When he was growing up, Jóhannsson watched a lot of American and European films and first noticed the scores that Bernard Herrmann wrote for Hitchcock and later for DePalma and Scorsese. “‘Vertigo’ is the best collaboration between a composer and director ever and his music really made me want to write film music. I think his influence can be felt in some way in ‘Sicario’ with my use of low woodwind and these kind of relentless low sounds are something that for me echoes Herrmann very much.”
He says that he drew a lot of inspiration from the landscape as well as the mood and atmosphere of the images. Cinematographer Roger Deakins “showed me a lot of the kind of amazing aerial footage that they had of the desert and of the border area and some of that ended up in the film. That was a huge inspiration for me. And I tend to draw a lot of inspiration from the landscape and from the atmosphere of the images.”

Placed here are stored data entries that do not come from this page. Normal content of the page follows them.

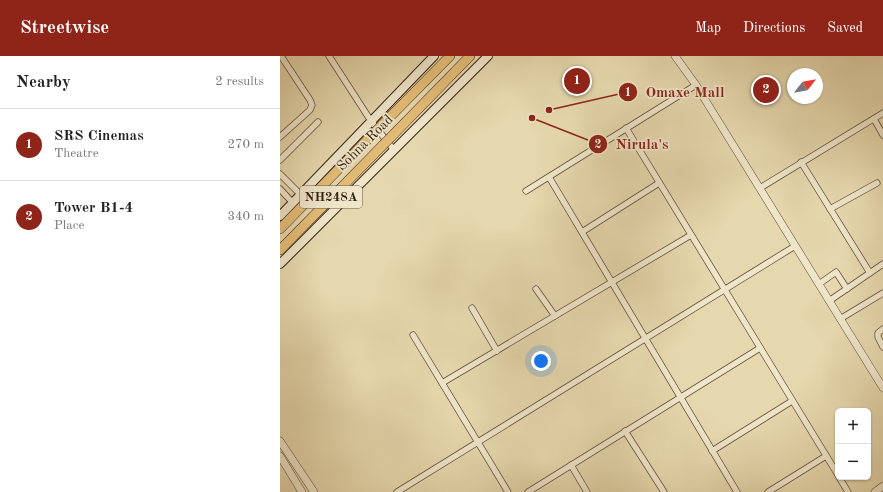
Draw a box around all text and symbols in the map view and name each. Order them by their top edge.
text: Streetwise [20,19,109,38]
text: Map [695,21,721,35]
text: Directions [743,21,805,35]
text: Saved [827,21,863,35]
pin: 1 [564,66,590,96]
north arrow [787,68,823,104]
text: Nearby [16,74,71,91]
text: 2 results [215,75,264,88]
pin: 2 [753,75,779,105]
callout: Omaxe Mall [618,79,733,106]
text: Omaxe Mall [645,86,725,101]
text: 1 [625,87,631,99]
street label: Sohna Road [334,112,396,174]
text: SRS Cinemas [54,129,144,144]
callout: Nirula's [588,130,676,157]
text: 1 [25,138,33,151]
text: 270 m [227,138,264,151]
text: Nirula's [616,138,668,153]
text: 2 [595,139,602,151]
text: Theatre [54,147,99,160]
road number: NH248A [300,186,362,208]
text: Tower B1-4 [54,201,133,216]
text: 2 [25,210,33,223]
text: 340 m [227,210,264,223]
text: Place [54,219,84,232]
your location [531,351,551,371]
map controls [835,408,871,480]
button: + [835,408,871,444]
button: − [835,444,871,480]

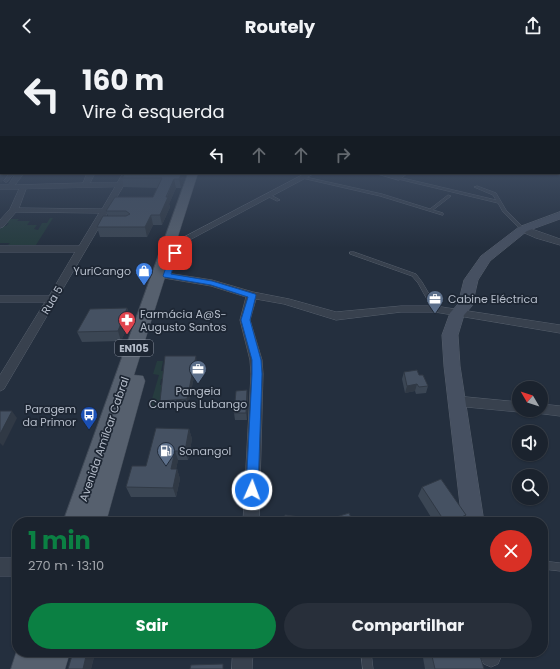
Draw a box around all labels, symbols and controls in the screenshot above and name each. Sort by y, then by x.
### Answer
text: Routely [245,14,315,39]
icon: back [16,15,38,37]
icon: share [522,15,544,37]
text: 160 m [82,61,164,100]
icon: left [16,68,68,120]
text: Vire à esquerda [82,99,225,124]
icon: left [206,144,228,166]
icon: ahead [248,144,270,166]
icon: ahead [290,144,312,166]
icon: right [332,144,354,166]
pin [158,236,192,270]
icon: arrive [164,242,186,264]
shop icon: YuriCango [134,261,154,286]
place label: YuriCango [73,263,131,279]
street label: Rua 5 [37,283,67,317]
office icon: Cabine Eléctrica [425,289,445,314]
place label: Cabine Eléctrica [448,291,538,307]
place label: Farmácia A@S- Augusto Santos [140,306,227,335]
pharmacy icon: Farmácia A@S- Augusto Santos [117,310,137,335]
road number: EN105 [115,340,153,356]
office icon: Pangeia Campus Lubango [188,359,208,384]
street label: Avenida Amílcar Cabral [75,375,133,503]
north arrow [512,381,548,417]
map controls [512,381,548,505]
place label: Pangeia Campus Lubango [149,383,247,412]
place label: Paragem da Primor [23,401,76,430]
bus stop icon: Paragem da Primor [79,405,99,430]
button: sound [512,425,548,461]
fuel station icon: Sonangol [156,441,176,466]
place label: Sonangol [179,443,231,459]
position arrow [231,469,273,511]
button: search [512,469,548,505]
text: 1 min [28,524,91,557]
button: close [490,530,532,572]
text: 270 m · 13:10 [28,556,104,575]
button: Sair [28,603,276,649]
button: Compartilhar [284,603,532,649]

He prefers not to work with synthesizers. “There are electronic elements in there but they are all based on acoustic sources that are treated and processed through effects and through plug-ins and through digital manipulation. But all of it is based on acoustic recordings. So I recorded musicians in Los Angeles and in Berlin where I live. I recorded the orchestra also in Berlin and also in Budapest and it’s a 65 piece orchestra, full string and brass and woodwind and there are number of soloist and some feature players as well.”
One of the tensest moments in the film comes at a scene where a character finally approaches the man he has been waiting to kill when he is at dinner with his family. “Danny and I agreed that it needed something very minimal and something very subtle basically to underline the sense of dread and the sense of tension. And so Danny didn’t want anything complex or anything that was too manipulative. So it was all about scoring it in the most subtle but effective way possible. And I used recordings of a 32 foot organ pipe, the lowest notes on the pipe organ which I recorded in a cathedral in Copenhagen and I processed those sounds as well electronically and combined them with processed orchestra, like the orchestra playing drone, like a sustained note and processed electronically and manipulated. It’s a combination of the many, many elements to create the kind of complex texture textural drone. And a drone can be a very fascinating and complex sound. It’s not just playing one note on a keyboard and sustaining it, it is about creating this very complex sound world that is minimal but has this complexity when you sort of stay with it and when you give it your full attention.”
The music alternates with silence in the opening scene. “We had score right in the beginning when they were driving towards the house and when they burst through the wall and then the rest of the scene has no music and then the score comes back when they discover the bodies and it’s basically a reprise of the armored vehicle music which then develops through high and low strings. And so again it was about evoking dread and the kind of tension and the horror of finding these bodies without it being obvious.”
He will work with the director again on his next project, “Story Of Your Life,” with Amy Adams and Jeremy Renner and Forest Whitaker, a science fiction film. “It is a very strong script and really fascinating story which I have only just started working on couple weeks ago so it’s very early days but it’s a very strong project.”